Il souhaiterait savoir ce qui est envisagé pour rééquilibrer un régime dont les problèmes sont intimement liés à la loi de suppression récemment proposée par le Gouvernement et adoptée au Parlement.
Par ailleurs, 300 salariés auront entre 55 et 62 ans en 2010. Il lui demande si une préretraite est envisagée pour ces salariés dont on sait qu'il leur sera particulièrement difficile de retrouver un emploi alors que le chômage vient d'augmenter de 22% et que le niveau d'emploi des plus de 55 ans est très bas.



Réponse du Ministère de la justice

publiée dans le JO Sénat du 18/11/2010 - page 3032

Lors de l'élaboration du projet de loi portant réforme de la représentation devant les cours d'appel, la chancellerie a veillé, avec le concours de la direction de la sécurité sociale, à prendre en considération tous les aspects de la réforme, et notamment les questions de retraite qui touchent au plus près les avoués et leurs salariés. Dans le cadre cette réforme, une partie des salariés d'avoués a vocation à devenir salariés d'avocats, soient qu'ils demeurent salariés de leur ancien employeur devenu avocat, soit qu'ils soient recrutés par des cabinets d'avocats existants. La mise en oeuvre de ce transfert sera facilitée par la circonstance que les salariés d'avoués et les salariés d'avocats dépendent de la même caisse, la Caisse de retraite du personnel des avocats et des avoués près les cours d'appel (CREPA). Par ailleurs, l'article 9 du projet de loi, adopté en deuxième lecture par l'Assemblée nationale le 13 octobre 2010, précise que les clauses des contrats de travail des salariés issus des études d'avoués resteront applicables dès lors qu'elles ne sont pas en opposition avec la nouvelle convention collective de travail ou la convention collective nationale du personnel des cabinets d'avocats. Cet article contient également une disposition assurant aux salariés de conserver, dans leur intégralité, les avantages individuels qu'ils ont acquis en application de leur ancienne convention collective nationale. Son article 10 prévoit que les règles de liquidation des droits à retraite des personnels des études d'avoués devenant salariés d'avocats seront calculés en tenant compte des périodes d'affiliation en qualité de salariés d'avoués, de façon à éviter de pénaliser les personnes dont la carrière aura été partagée entre ces deux professions.
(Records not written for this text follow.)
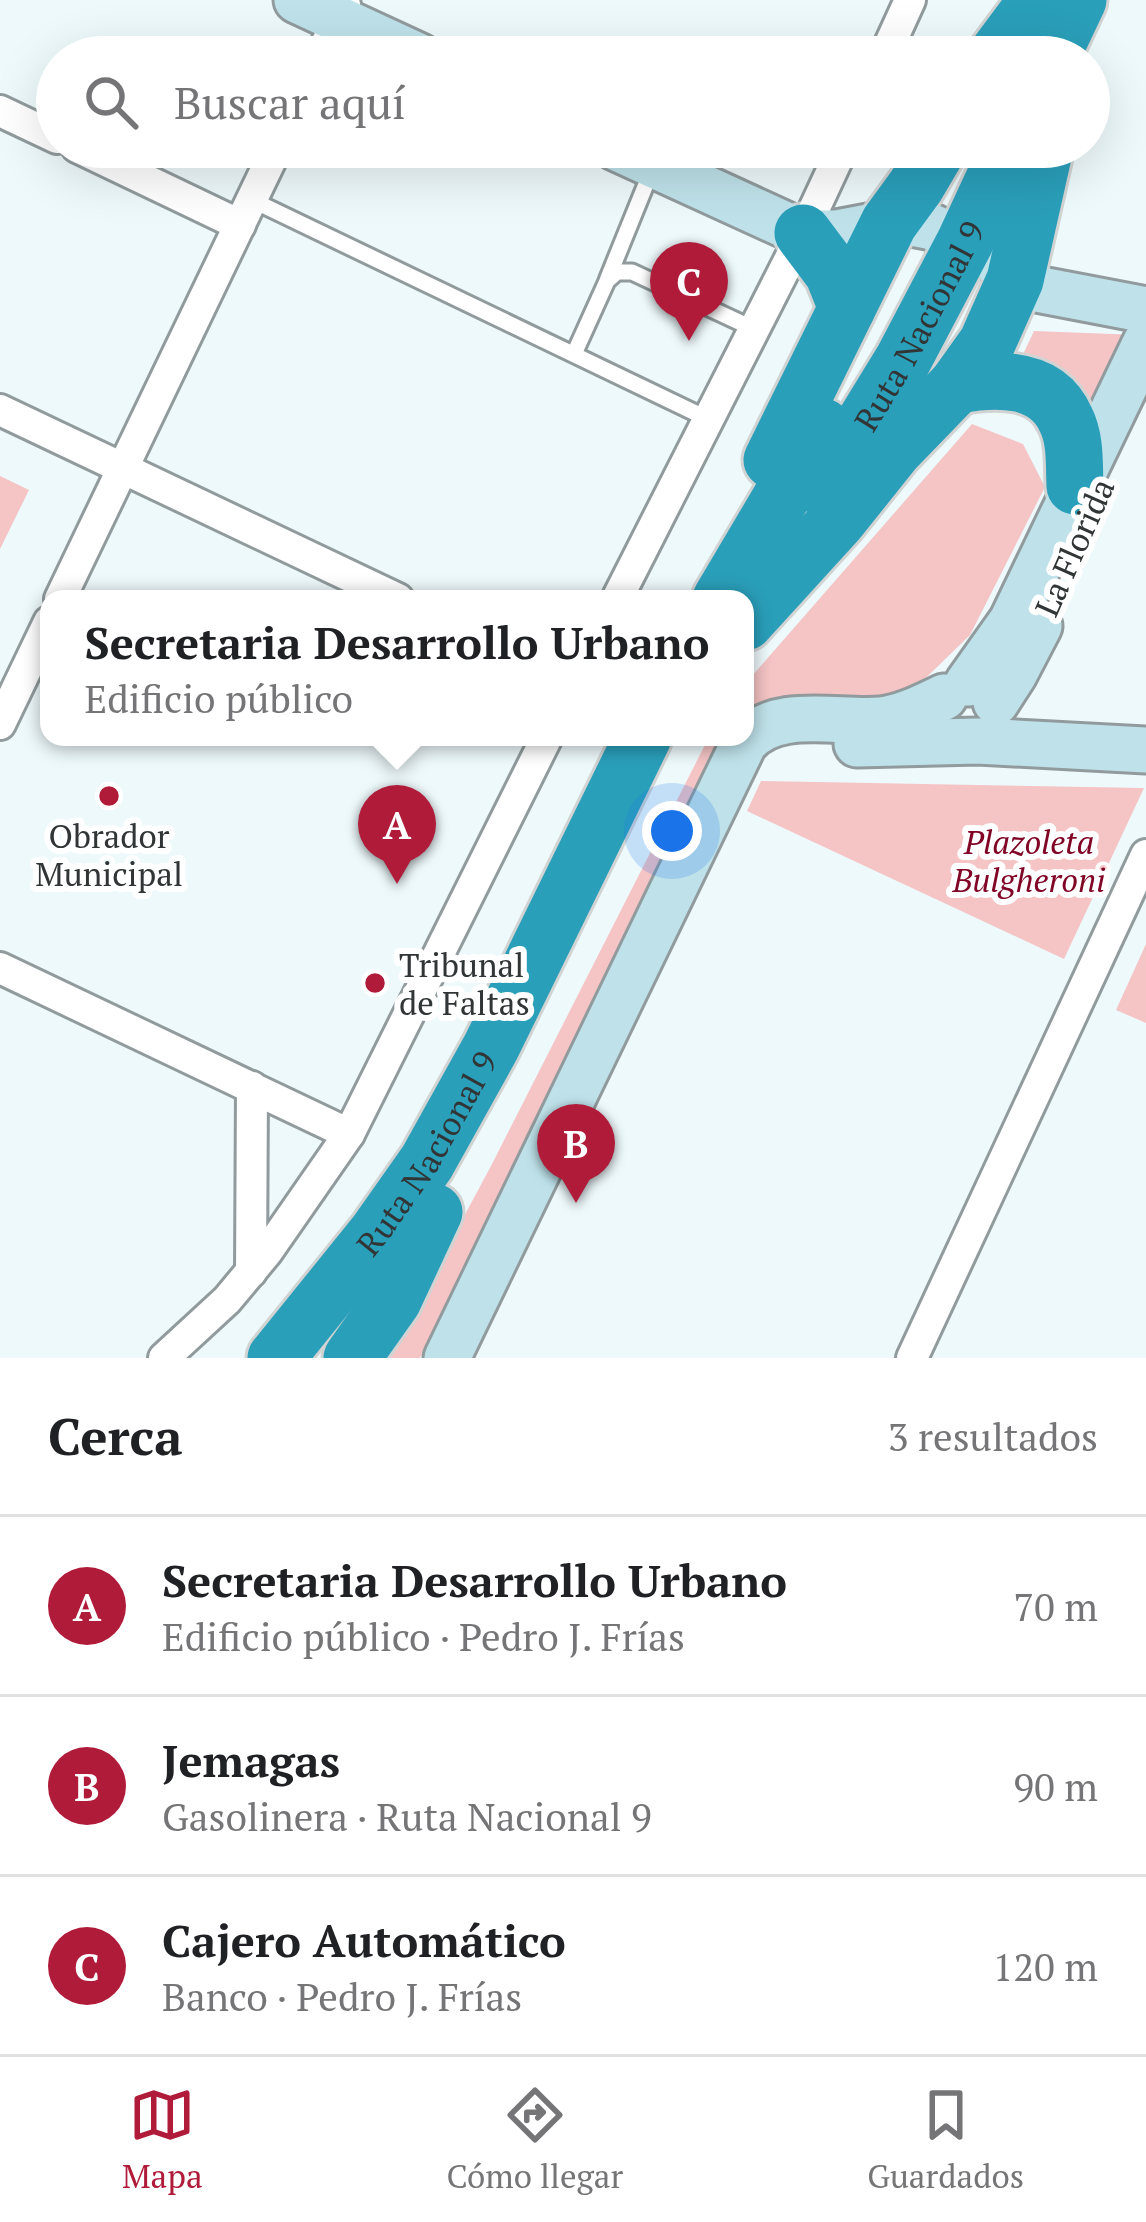 <!DOCTYPE html>
<html lang="es">
<meta charset="utf-8">
<style>
body{margin:0;font-family:"PT Serif",serif;background:#f6f6f6;color:#202124}
.you{position:absolute;left:672px;top:831px;width:42px;height:42px;margin:-30px;border:9px solid #fff;border-radius:50%;background:#1a73e8;box-shadow:0 0 0 18px #1a73e833}
.badge{display:grid;place-items:center;width:78px;height:78px;border-radius:50%;background:#af1b39;color:#fff;font-size:39px;font-weight:700}
.pin{position:absolute;translate:-50% -99px;filter:drop-shadow(0 3px 6px #0008)}
.pin::after{content:'';position:absolute;top:63px;width:42px;height:36px;background:inherit;clip-path:polygon(0 0,100% 0,50% 100%)}
.popup{position:absolute;left:40px;top:590px;width:714px;height:156px;box-sizing:border-box;display:grid;place-content:center;border-radius:24px;background:#fff;filter:drop-shadow(0 3px 9px #0005);font-size:39px;white-space:nowrap;color:#757577}
.popup b{font-size:45px;color:#202124}
.popup::after{content:'';position:absolute;left:50%;top:100%;margin-left:-24px;border:24px solid transparent;border-top-color:#fff}
.list{margin:0;padding:0;list-style:none}
h2{display:flex;justify-content:space-between;align-items:center;height:156px;margin:0;padding:0 48px;font-size:51px}
h2 small{font-size:39px;font-weight:400;color:#757577}
.list li{display:grid;grid-template-columns:78px 1fr auto;gap:36px;align-items:center;box-sizing:border-box;height:180px;padding:0 48px;border-top:3px solid #e0e0e0}
.list b{display:block;font-size:45px;white-space:nowrap}
.list p{margin:0;font-size:39px;white-space:nowrap;color:#757577}
.list em{font-size:39px;font-style:normal;color:#757577}
.icon{flex:none;width:66px;height:66px;fill:none;stroke:currentColor;stroke-width:2;stroke-linecap:round;stroke-linejoin:round}
.map{position:relative;flex:none;width:1146px;height:1358px;overflow:hidden}
.search{position:absolute;background:#fff;box-shadow:0 12px 48px #0002;left:36px;right:36px;top:36px;height:132px;display:flex;align-items:center;gap:30px;box-sizing:border-box;padding:0 42px;border-radius:66px;color:#757577;font-size:45px}
.sheet{height:696px;background:#fff}
nav{display:flex;justify-content:space-around;align-items:center;box-sizing:border-box;height:168px;border-top:3px solid #e0e0e0;background:#fff;font-size:33px;color:#757577}
nav a{display:grid;justify-items:center;gap:6px}
nav .on{color:#af1b39}
.map>svg:first-child{display:block}
.green{fill:#f5c4c5}
.lines{fill:none;stroke-linecap:round;stroke-linejoin:round}
.lane-casing{stroke:#919b9d;stroke-width:21}
.street-casing{stroke:#919b9d;stroke-width:36}
.secondary-casing{stroke:#919b9d;stroke-width:51}
.highway-casing{stroke:#d2d3d3;stroke-width:63}
.lane{stroke:#fff;stroke-width:15}
.street{stroke:#fff;stroke-width:30}
.secondary{stroke:#bfe2ea;stroke-width:45}
.highway{stroke:#2a9fba;stroke-width:57}
.poi-dot{fill:#af1b39;stroke:#fff;stroke-width:4.5}
.labels{text-anchor:middle;dominant-baseline:central;stroke-width:12;stroke-linejoin:round;paint-order:stroke}
.street-label{font-size:33px;fill:#313536;stroke:#fff}
.poi-label{font-size:33px;fill:#313536;stroke:#fff}
.park-label{font-size:33px;font-style:italic;fill:#810525;stroke:#fff}
</style>
<div class="map">
<svg width="1146" height="1358" viewBox="0 0 1146 1358">
<rect width="100%" height="100%" fill="#eef9fc"/>
<g class="green">
<polygon points="1034,331 1138,335 1095,433 1019,363"/>
<polygon points="972,424 1023,444 1045,487 970,635 899,704 773,700 745,720 745,684"/>
<polygon points="0,476 29,490 0,549"/>
<polygon points="709,737 729,737 420,1358 381,1358 409,1319 491,1166"/>
<polygon points="761,781 1144,788 1064,959 747,811"/>
<polygon points="1146,944 1146,1023 1116,1010"/>
</g>
<g class="lines">
<defs>
<g id="lane">
<polyline points="252,200 708,419"/>
<polyline points="608,278 653,167"/>
<polyline points="574,354 607,281 617,272 632,272 754,329"/>
</g>
<g id="street">
<polyline points="320,57 345,5"/>
<polyline points="884,57 910,0"/>
<polyline points="0,111 57,138"/>
<polyline points="77,147 240,225"/>
<polyline points="0,410 398,599"/>
<polyline points="60,599 277,147"/>
<polyline points="617,599 803,233 843,147"/>
<polyline points="0,724 49,622"/>
<polyline points="0,968 349,1134"/>
<polyline points="251,1272 252,1087"/>
<polyline points="164,1358 227,1300 267,1252 349,1134 547,737"/>
<polyline points="912,1358 1146,855"/>
</g>
<g id="secondary">
<polyline points="297,0 420,57"/>
<polyline points="615,147 803,233 836,233 889,223 906,222 932,227 987,254 1026,287 1146,310"/>
<polyline points="968,683 1012,621 1146,342"/>
<polyline points="996,702 1014,674 1039,626"/>
<polyline points="857,744 978,741 1146,750"/>
<path d="M 447,1358 L 744,743 C 776,705 838,724 881,720 C 904,717 923,707 944,697"/>
</g>
<g id="highway">
<polyline points="995,57 1036,2"/>
<polyline points="1051,57 1078,0"/>
<polyline points="803,233 833,273 847,308"/>
<path d="M 957,385 C 996,378 1047,376 1066,420 C 1076,440 1074,465 1075,486"/>
<polyline points="772,460 889,223 916,186 939,147"/>
<path id="s1" d="M 824,489 L 903,360 L 965,242 L 1009,147"/>
<polyline points="721,599 823,427"/>
<polyline points="745,622 838,520 894,450 957,385 987,343 1015,280 1045,147"/>
<path id="s2" d="M 276,1358 L 377,1233 L 427,1162 L 491,1047 L 643,737"/>
<polyline points="352,1358 393,1300 434,1212"/>
</g>
</defs>
<use href="#lane" class="lane-casing"/>
<use href="#street" class="street-casing"/>
<use href="#secondary" class="secondary-casing"/>
<use href="#highway" class="highway-casing"/>
<use href="#lane" class="lane"/>
<use href="#street" class="street"/>
<use href="#secondary" class="secondary"/>
<use href="#highway" class="highway"/>
</g>
<g class="poi-dot">
<circle cx="109" cy="796" r="12"/>
<circle cx="375" cy="983" r="12"/>
</g>
<g class="labels">
<g class="street-label">
<text stroke="none"><textPath href="#s1" startOffset="189">Ruta Nacional 9</textPath></text>
<text transform="translate(1074 547) rotate(-66)">La Florida</text>
<text stroke="none"><textPath href="#s2" startOffset="255">Ruta Nacional 9</textPath></text>
</g>
<g class="poi-label">
<text x="109" y="835">Obrador<tspan x="109" dy="38">Municipal</tspan></text>
<text x="399" y="964" text-anchor="start">Tribunal<tspan x="399" dy="38">de Faltas</tspan></text>
</g>
<g class="park-label">
<text x="1029" y="841">Plazoleta<tspan x="1029" dy="38">Bulgheroni</tspan></text>
</g>
</g>
</svg>
<div class="you"></div>
<div class="pin badge" style="left:397px;top:884px">A</div>
<div class="popup"><b>Secretaria Desarrollo Urbano</b>Edificio público</div>
<div class="pin badge" style="left:576px;top:1203px">B</div>
<div class="pin badge" style="left:689px;top:341px">C</div>
<div class="search"><svg class="icon" aria-label="search" viewBox="0 0 24 24"><circle cx="10" cy="10" r="6"/><path d="M15 15l6 6"/></svg>Buscar aquí</div>
</div>
<section class="sheet">
<h2>Cerca<small>3 resultados</small></h2>
<ul class="list">
<li><span class="badge">A</span><div><b>Secretaria Desarrollo Urbano</b><p>Edificio público · Pedro J. Frías</p></div><em>70 m</em></li>
<li><span class="badge">B</span><div><b>Jemagas</b><p>Gasolinera · Ruta Nacional 9</p></div><em>90 m</em></li>
<li><span class="badge">C</span><div><b>Cajero Automático</b><p>Banco · Pedro J. Frías</p></div><em>120 m</em></li>
</ul>
</section>
<nav>
<a class="on"><svg class="icon" aria-label="map" viewBox="0 0 24 24"><path d="M3 6l6-2 6 2 6-2v14l-6 2-6-2-6 2zM9 4v14M15 6v14"/></svg>Mapa</a>
<a><svg class="icon" aria-label="directions" viewBox="0 0 24 24"><path d="M12 3l9 9-9 9-9-9zM9 14v-3h6M13 9l2 2-2 2"/></svg>Cómo llegar</a>
<a><svg class="icon" aria-label="saved" viewBox="0 0 24 24"><path d="M7 4h10v16l-5-4-5 4z"/></svg>Guardados</a>
</nav>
Cette disposition, renforcée par l'économie générale du texte, doit permettre de sauvegarder les droits des salariés âgés de plus de 55 ans à la date d'entrée en vigueur de la loi. S'il est vraisemblable qu'une partie des 1 800 salariés d'avoués - à comparer aux 38 000 salariés d'avocats qui constituent l'essentiel des effectifs de la caisse - quittera ce secteur d'activité à l'issue de la réforme et ne relèvera donc plus de la CREPA, il appartiendra alors à cette caisse de prendre l'attache de l'Autorité de contrôle prudentiel, puis, si nécessaire, de la direction de la sécurité sociale, pour examiner avec elles la nécessité, le cas échéant, de modifier le plan de provisionnement du régime.